Starting at the top of the listing, extract every line up to and including the one with "width:19px; height:19px; translate:-50%". Pictures stay out of the copy.
[Start of section]
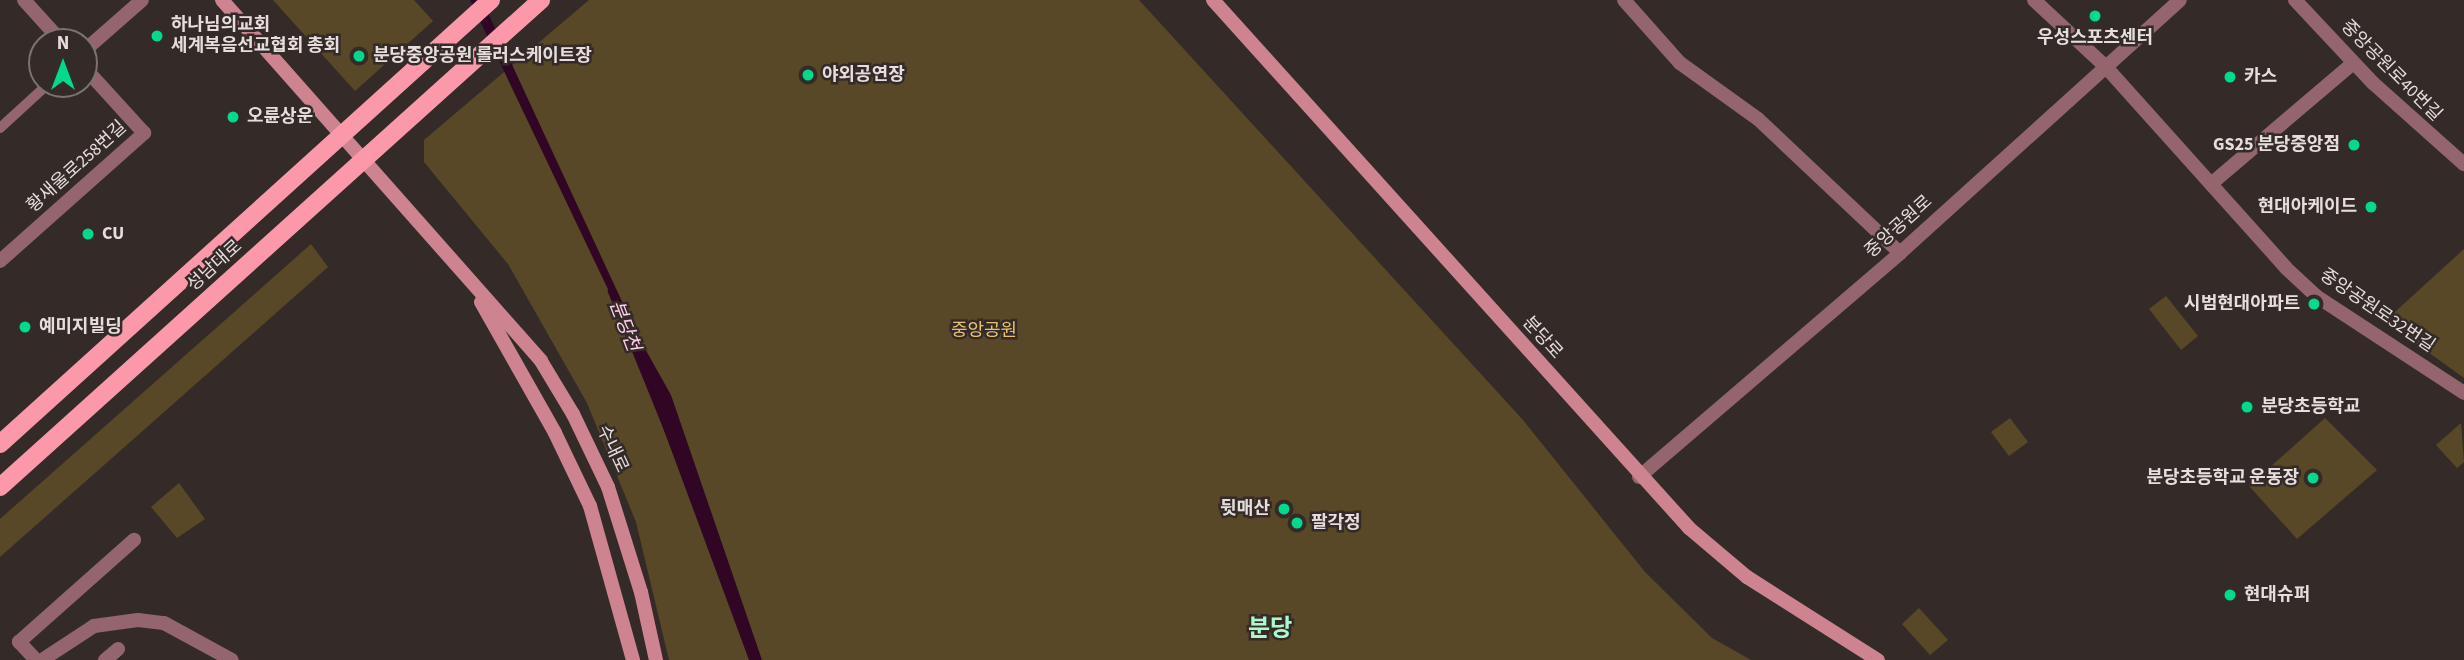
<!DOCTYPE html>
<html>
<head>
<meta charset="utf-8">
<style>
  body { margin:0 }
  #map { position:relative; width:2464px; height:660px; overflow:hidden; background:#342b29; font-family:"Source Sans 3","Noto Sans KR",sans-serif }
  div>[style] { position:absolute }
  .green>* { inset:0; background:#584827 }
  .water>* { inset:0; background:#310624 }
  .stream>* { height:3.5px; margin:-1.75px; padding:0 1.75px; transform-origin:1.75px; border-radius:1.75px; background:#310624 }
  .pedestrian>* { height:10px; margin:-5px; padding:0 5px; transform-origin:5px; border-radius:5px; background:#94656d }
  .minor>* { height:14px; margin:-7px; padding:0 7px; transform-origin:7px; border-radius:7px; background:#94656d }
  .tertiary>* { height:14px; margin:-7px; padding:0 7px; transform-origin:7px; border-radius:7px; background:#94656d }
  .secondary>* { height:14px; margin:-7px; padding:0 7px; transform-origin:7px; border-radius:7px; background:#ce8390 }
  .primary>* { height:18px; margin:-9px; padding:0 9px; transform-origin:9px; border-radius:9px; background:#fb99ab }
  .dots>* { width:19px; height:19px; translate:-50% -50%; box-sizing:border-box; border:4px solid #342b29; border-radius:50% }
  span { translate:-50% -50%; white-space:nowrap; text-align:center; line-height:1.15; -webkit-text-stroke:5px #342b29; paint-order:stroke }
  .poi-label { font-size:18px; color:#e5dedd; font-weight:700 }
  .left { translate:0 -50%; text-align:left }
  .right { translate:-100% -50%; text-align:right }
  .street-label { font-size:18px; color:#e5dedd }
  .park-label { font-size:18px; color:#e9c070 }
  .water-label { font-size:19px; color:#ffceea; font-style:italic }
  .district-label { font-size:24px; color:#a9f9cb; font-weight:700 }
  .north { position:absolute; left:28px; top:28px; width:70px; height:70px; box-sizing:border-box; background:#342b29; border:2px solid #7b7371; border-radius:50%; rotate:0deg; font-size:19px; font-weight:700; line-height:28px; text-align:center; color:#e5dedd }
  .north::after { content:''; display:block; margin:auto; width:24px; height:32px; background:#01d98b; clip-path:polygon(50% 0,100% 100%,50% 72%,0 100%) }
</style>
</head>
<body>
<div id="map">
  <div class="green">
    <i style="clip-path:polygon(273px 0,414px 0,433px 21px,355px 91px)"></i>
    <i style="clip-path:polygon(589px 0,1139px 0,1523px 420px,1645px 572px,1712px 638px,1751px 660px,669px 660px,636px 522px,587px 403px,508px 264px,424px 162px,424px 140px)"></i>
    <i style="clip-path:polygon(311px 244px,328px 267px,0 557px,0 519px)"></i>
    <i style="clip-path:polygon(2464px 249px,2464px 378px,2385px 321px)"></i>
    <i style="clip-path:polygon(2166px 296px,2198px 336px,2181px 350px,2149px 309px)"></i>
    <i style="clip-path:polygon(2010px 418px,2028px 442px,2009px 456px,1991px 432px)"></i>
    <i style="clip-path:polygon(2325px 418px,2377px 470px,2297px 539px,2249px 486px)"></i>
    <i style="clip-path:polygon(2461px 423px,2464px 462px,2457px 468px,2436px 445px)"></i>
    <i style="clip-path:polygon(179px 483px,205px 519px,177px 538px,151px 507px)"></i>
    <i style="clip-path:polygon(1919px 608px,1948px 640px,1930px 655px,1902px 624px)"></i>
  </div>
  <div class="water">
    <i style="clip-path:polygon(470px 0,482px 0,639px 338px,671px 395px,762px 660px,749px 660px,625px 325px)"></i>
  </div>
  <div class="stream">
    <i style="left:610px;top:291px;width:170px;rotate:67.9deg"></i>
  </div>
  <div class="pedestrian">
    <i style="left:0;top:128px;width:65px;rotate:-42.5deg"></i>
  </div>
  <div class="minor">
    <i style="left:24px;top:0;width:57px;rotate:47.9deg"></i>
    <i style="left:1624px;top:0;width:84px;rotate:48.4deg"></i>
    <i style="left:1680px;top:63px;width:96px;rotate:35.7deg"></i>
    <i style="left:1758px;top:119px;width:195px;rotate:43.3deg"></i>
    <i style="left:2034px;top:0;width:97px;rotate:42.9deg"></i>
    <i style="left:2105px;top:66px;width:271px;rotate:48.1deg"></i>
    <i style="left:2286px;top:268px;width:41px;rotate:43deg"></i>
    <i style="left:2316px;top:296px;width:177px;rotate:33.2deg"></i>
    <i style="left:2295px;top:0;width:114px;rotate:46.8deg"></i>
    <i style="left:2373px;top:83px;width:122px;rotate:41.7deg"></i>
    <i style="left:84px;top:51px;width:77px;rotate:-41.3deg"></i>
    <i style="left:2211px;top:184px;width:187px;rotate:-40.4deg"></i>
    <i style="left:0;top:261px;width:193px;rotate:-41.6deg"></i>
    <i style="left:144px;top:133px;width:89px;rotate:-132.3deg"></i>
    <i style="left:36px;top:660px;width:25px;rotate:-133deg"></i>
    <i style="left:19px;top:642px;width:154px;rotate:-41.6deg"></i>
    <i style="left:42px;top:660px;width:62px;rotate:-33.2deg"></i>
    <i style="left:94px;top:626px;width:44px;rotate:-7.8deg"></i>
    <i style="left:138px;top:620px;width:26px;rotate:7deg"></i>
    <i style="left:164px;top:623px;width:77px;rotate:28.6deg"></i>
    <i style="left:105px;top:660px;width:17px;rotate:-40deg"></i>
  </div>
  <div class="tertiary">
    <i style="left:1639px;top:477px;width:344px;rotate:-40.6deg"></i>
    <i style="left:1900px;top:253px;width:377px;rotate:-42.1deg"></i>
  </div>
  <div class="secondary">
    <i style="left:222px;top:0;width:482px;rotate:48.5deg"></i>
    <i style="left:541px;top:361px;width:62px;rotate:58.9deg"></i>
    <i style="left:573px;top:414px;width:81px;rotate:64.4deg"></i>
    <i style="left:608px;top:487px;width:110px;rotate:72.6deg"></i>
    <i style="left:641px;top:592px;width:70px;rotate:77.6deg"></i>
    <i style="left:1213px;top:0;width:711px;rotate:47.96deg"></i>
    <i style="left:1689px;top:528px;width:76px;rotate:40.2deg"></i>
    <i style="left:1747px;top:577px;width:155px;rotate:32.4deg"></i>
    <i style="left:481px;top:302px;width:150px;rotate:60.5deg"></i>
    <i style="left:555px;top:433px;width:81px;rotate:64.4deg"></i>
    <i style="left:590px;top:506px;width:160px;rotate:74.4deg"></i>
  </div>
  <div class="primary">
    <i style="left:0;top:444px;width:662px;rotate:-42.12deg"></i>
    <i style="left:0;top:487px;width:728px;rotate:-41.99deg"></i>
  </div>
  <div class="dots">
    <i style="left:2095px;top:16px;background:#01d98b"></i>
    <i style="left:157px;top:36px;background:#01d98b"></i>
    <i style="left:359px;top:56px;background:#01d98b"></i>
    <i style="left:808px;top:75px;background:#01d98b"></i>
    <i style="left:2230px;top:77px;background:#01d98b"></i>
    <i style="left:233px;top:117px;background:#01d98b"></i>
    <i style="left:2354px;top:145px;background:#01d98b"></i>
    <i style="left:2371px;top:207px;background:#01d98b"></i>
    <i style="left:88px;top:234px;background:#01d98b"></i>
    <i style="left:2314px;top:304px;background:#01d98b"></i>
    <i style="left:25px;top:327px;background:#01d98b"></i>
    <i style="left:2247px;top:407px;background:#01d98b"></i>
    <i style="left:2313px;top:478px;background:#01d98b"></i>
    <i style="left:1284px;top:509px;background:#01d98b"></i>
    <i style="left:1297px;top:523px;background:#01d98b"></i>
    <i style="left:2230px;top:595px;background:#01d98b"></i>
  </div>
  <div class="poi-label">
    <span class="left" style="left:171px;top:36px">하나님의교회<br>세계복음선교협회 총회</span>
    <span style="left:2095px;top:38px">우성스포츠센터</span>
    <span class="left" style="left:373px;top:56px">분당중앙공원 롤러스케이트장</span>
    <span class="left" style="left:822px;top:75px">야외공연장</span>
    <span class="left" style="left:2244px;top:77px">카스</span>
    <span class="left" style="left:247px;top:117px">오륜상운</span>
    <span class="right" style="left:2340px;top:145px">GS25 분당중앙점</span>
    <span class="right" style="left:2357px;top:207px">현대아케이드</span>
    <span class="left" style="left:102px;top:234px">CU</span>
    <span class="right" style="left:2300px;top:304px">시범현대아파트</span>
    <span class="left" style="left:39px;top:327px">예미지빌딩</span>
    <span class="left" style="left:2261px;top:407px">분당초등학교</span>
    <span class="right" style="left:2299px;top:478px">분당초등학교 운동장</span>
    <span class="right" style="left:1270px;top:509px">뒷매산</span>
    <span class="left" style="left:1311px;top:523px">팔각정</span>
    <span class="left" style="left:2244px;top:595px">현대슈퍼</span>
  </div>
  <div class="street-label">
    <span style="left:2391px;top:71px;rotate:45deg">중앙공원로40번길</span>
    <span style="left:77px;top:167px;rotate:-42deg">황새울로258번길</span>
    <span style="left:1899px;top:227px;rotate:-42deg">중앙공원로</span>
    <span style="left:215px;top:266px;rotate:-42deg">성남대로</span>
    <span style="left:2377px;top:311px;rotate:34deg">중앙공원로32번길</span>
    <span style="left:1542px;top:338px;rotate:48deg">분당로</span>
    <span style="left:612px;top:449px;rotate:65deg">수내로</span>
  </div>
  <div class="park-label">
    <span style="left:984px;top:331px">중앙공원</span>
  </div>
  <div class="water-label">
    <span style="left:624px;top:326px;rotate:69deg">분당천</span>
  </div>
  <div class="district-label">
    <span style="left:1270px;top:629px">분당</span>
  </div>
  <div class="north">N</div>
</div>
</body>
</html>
[End of section]
### TASK RESULT
<!DOCTYPE html>
<html>
<head>
<meta charset="utf-8">
<style>
  body { margin:0 }
  #map { position:relative; width:2464px; height:660px; overflow:hidden; background:#342b29; font-family:"Source Sans 3","Noto Sans KR",sans-serif }
  div>[style] { position:absolute }
  .green>* { inset:0; background:#584827 }
  .water>* { inset:0; background:#310624 }
  .stream>* { height:3.5px; margin:-1.75px; padding:0 1.75px; transform-origin:1.75px; border-radius:1.75px; background:#310624 }
  .pedestrian>* { height:10px; margin:-5px; padding:0 5px; transform-origin:5px; border-radius:5px; background:#94656d }
  .minor>* { height:14px; margin:-7px; padding:0 7px; transform-origin:7px; border-radius:7px; background:#94656d }
  .tertiary>* { height:14px; margin:-7px; padding:0 7px; transform-origin:7px; border-radius:7px; background:#94656d }
  .secondary>* { height:14px; margin:-7px; padding:0 7px; transform-origin:7px; border-radius:7px; background:#ce8390 }
  .primary>* { height:18px; margin:-9px; padding:0 9px; transform-origin:9px; border-radius:9px; background:#fb99ab }
  .dots>* { width:19px; height:19px; translate:-50% -50%; box-sizing:border-box; border:4px solid #342b29; border-radius:50% }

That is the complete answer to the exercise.